■ **Activity**: Check every line of the material below, and show those that contain "stream".

■ **The data**:

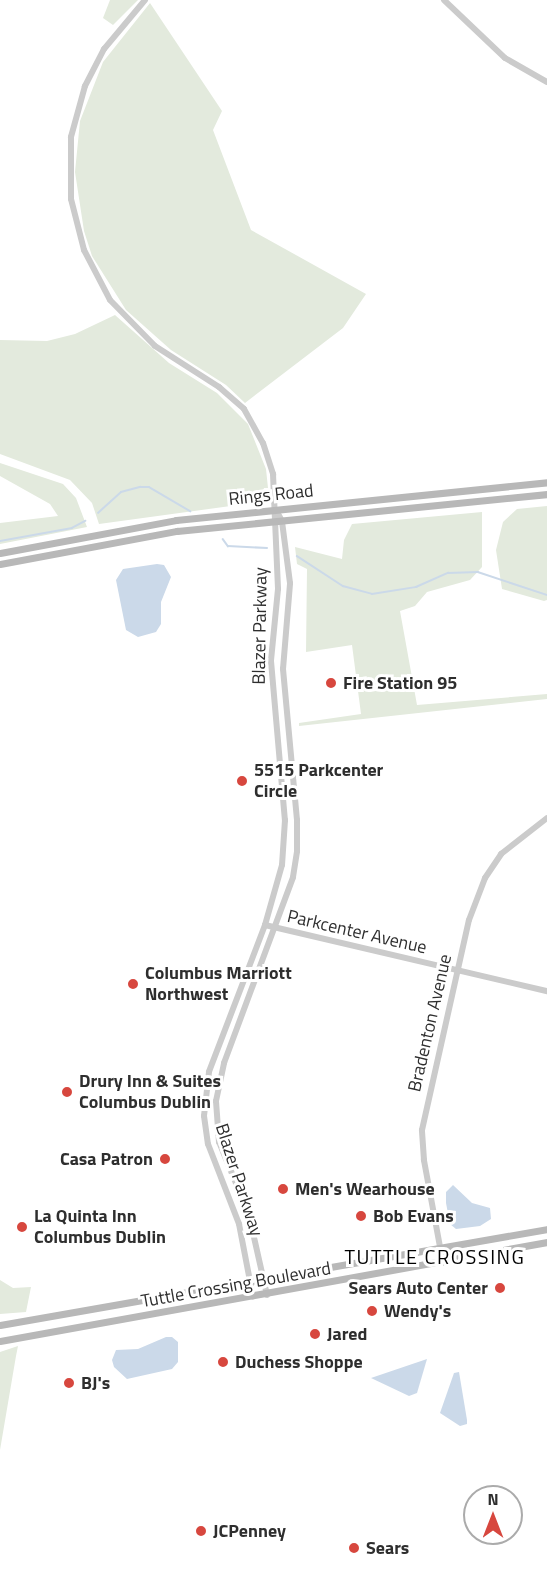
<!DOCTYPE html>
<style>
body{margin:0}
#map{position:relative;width:547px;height:1569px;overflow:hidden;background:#fff;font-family:"Titillium Web",sans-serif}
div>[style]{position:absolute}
.green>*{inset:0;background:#e3eadd}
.water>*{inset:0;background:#cbd9e9}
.stream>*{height:1.5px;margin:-0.75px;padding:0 0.75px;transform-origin:0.75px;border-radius:0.75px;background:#cbd9e9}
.tertiary>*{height:6px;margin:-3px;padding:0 3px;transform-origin:3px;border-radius:3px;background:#cbcbcb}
.secondary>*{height:7px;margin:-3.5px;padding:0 3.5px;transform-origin:3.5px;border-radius:3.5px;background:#b8b8b8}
.dots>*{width:16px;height:16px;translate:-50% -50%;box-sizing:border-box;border:3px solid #fff;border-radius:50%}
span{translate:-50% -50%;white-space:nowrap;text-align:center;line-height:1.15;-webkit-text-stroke:6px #fff;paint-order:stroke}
.street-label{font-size:18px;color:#2e2e2e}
.poi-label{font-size:18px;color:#2e2e2e;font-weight:700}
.left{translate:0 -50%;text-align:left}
.right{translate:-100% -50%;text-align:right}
.neighbourhood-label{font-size:20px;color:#000;letter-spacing:1.5px}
.north{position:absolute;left:463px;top:1485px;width:60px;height:60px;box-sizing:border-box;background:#fff;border:2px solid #ababab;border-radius:50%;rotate:0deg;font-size:16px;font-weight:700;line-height:24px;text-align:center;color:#2e2e2e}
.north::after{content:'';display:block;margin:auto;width:21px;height:27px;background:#d7473e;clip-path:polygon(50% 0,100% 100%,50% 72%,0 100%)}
</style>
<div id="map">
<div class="green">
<i style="clip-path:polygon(110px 0,138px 0,113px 25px,103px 18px)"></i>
<i style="clip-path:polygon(150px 3px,222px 111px,213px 130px,251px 230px,366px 294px,343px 328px,245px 403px,226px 385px,171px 350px,126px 310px,92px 256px,84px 231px,75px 172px,80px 121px,103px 62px)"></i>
<i style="clip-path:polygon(115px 315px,169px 363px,217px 393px,248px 424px,266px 469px,268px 488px,264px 488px,260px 502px,99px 524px,92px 503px,70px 480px,0 454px,0 340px,47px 341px,75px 334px)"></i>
<i style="clip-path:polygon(0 463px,63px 484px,76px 498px,87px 527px,0 544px,0 523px,58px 516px,50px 504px,0 476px)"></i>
<i style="clip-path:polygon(547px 506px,547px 600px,544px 601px,502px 589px,496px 550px,503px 522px,517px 509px)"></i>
<i style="clip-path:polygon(482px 512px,482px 567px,470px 580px,427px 592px,415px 606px,400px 611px,417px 705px,547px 694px,547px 699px,299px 726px,299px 723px,361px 714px,352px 645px,306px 652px,307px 569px,297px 564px,295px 547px,342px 559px,344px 540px,352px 524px)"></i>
<i style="clip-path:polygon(0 1280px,13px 1288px,31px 1287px,26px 1312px,0 1314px)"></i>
<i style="clip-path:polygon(18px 1346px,16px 1356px,0 1450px,0 1352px)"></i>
</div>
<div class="water">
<i style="clip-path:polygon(157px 564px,164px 565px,171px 577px,161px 602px,161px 624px,156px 632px,138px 637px,126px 630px,116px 580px,123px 569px)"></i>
<i style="clip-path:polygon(453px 1185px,472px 1203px,490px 1208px,491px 1219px,480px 1226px,456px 1229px,450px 1224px,446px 1203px,446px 1192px)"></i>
<i style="clip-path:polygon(166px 1337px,172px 1337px,178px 1342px,178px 1362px,172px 1369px,127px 1379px,114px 1367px,112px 1360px,116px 1350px,138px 1349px)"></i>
<i style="clip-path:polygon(427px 1359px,417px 1393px,409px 1396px,371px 1378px)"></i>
<i style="clip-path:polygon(459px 1372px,467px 1420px,467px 1424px,460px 1426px,440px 1413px,454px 1373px)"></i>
</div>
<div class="stream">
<i style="left:98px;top:513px;width:31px;rotate:-42deg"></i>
<i style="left:121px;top:492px;width:20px;rotate:-15deg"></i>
<i style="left:140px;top:487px;width:9px"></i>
<i style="left:149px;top:487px;width:48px;rotate:30.3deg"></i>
<i style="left:223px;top:539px;width:9px;rotate:54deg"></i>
<i style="left:228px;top:546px;width:39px;rotate:3deg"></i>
<i style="left:0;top:541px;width:73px;rotate:-10.2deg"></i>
<i style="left:72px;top:528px;width:15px;rotate:-28deg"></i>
<i style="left:297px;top:556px;width:55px;rotate:33.1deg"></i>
<i style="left:343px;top:586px;width:30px;rotate:15deg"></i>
<i style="left:372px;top:594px;width:45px;rotate:-9deg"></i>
<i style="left:416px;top:587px;width:35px;rotate:-24deg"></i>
<i style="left:448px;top:573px;width:30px;rotate:-2deg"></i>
<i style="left:478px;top:572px;width:73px;rotate:18.4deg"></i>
</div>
<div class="tertiary">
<i style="left:145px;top:0;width:64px;rotate:129.9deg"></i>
<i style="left:104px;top:49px;width:42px;rotate:117.2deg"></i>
<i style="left:85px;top:86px;width:53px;rotate:105.4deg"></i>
<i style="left:71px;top:137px;width:62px;rotate:90deg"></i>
<i style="left:71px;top:199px;width:53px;rotate:75.7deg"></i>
<i style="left:84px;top:250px;width:56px;rotate:62.5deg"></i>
<i style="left:110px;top:300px;width:64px;rotate:45.6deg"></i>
<i style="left:155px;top:346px;width:76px;rotate:32.6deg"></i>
<i style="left:219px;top:387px;width:33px;rotate:41deg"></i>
<i style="left:244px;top:409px;width:39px;rotate:61deg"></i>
<i style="left:263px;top:443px;width:33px;rotate:72deg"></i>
<i style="left:273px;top:474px;width:115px;rotate:87.5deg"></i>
<i style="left:278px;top:589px;width:72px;rotate:95.6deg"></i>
<i style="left:271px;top:661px;width:160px;rotate:85deg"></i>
<i style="left:285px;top:820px;width:45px;rotate:93.8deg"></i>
<i style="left:282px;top:865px;width:62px;rotate:105.8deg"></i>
<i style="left:265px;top:925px;width:157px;rotate:110.9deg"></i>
<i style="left:209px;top:1072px;width:44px;rotate:96.5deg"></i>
<i style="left:204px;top:1116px;width:28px;rotate:82deg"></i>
<i style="left:208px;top:1144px;width:86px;rotate:68.8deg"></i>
<i style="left:239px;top:1224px;width:74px;rotate:79.1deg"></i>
<i style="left:444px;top:0;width:84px;rotate:43.6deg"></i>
<i style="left:505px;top:58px;width:48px;rotate:29.7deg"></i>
<i style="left:265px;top:925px;width:290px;rotate:13.2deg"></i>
<i style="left:443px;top:1263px;width:105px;rotate:-100.5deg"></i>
<i style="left:424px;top:1160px;width:30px;rotate:-94deg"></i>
<i style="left:422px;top:1130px;width:215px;rotate:-77.4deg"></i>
<i style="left:469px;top:920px;width:45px;rotate:-69.1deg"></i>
<i style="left:485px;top:878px;width:29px;rotate:-56deg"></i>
<i style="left:501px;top:854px;width:58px;rotate:-38deg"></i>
<i style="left:267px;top:1295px;width:82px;rotate:-102.7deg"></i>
<i style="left:249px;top:1215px;width:79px;rotate:-112.3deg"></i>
<i style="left:219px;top:1142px;width:41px;rotate:-94.2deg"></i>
<i style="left:216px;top:1101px;width:39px;rotate:-78deg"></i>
<i style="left:224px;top:1063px;width:198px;rotate:-69.6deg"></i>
<i style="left:293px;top:877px;width:26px;rotate:-81deg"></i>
<i style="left:297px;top:851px;width:31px;rotate:-90deg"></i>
<i style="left:297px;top:820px;width:152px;rotate:-95.3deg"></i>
<i style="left:283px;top:669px;width:86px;rotate:-85.3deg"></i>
<i style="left:290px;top:583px;width:63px;rotate:-97.4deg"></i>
<i style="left:282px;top:521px;width:13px;rotate:-119deg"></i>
</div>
<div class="secondary">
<i style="left:0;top:553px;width:179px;rotate:-10.6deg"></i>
<i style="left:176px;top:520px;width:373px;rotate:-5.8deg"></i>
<i style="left:0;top:564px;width:180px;rotate:-10.6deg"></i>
<i style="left:177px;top:531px;width:372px;rotate:-5.7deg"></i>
<i style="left:0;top:1325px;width:555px;rotate:-9.95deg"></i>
<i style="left:0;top:1341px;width:556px;rotate:-10.26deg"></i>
</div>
<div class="dots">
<i style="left:331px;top:683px;background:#d7473e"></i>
<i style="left:242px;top:781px;background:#d7473e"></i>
<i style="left:133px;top:984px;background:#d7473e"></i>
<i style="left:67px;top:1092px;background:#d7473e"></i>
<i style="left:165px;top:1159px;background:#d7473e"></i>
<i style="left:283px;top:1189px;background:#d7473e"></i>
<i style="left:361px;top:1216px;background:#d7473e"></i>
<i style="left:22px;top:1227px;background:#d7473e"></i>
<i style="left:500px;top:1288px;background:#d7473e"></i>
<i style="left:372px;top:1311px;background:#d7473e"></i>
<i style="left:315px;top:1334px;background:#d7473e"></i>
<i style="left:223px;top:1362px;background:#d7473e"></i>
<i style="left:69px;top:1383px;background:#d7473e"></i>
<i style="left:201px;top:1531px;background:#d7473e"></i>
<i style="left:354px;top:1548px;background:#d7473e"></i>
</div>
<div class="street-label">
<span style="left:271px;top:495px;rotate:-6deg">Rings Road</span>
<span style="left:260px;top:626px;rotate:-89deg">Blazer Parkway</span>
<span style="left:357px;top:932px;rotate:13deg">Parkcenter Avenue</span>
<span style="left:430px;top:1023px;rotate:-77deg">Bradenton Avenue</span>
<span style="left:239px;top:1180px;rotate:72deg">Blazer Parkway</span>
<span style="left:236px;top:1285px;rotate:-10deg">Tuttle Crossing Boulevard</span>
</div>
<div class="poi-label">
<span class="left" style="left:343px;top:683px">Fire Station 95</span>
<span class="left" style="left:254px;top:781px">5515 Parkcenter<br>Circle</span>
<span class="left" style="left:145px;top:984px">Columbus Marriott<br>Northwest</span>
<span class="left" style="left:79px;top:1092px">Drury Inn &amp; Suites<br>Columbus Dublin</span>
<span class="right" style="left:153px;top:1159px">Casa Patron</span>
<span class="left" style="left:295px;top:1189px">Men's Wearhouse</span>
<span class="left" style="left:373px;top:1216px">Bob Evans</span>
<span class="left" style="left:34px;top:1227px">La Quinta Inn<br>Columbus Dublin</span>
<span class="right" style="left:488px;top:1288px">Sears Auto Center</span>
<span class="left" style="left:384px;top:1311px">Wendy's</span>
<span class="left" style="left:327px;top:1334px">Jared</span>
<span class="left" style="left:235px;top:1362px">Duchess Shoppe</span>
<span class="left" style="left:81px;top:1383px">BJ's</span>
<span class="left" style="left:213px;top:1531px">JCPenney</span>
<span class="left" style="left:366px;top:1548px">Sears</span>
</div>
<div class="neighbourhood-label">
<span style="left:435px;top:1256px">TUTTLE CROSSING</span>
</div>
<div class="north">N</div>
</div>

■ **Solved exercise**:
.stream>*{height:1.5px;margin:-0.75px;padding:0 0.75px;transform-origin:0.75px;border-radius:0.75px;background:#cbd9e9}
<div class="stream">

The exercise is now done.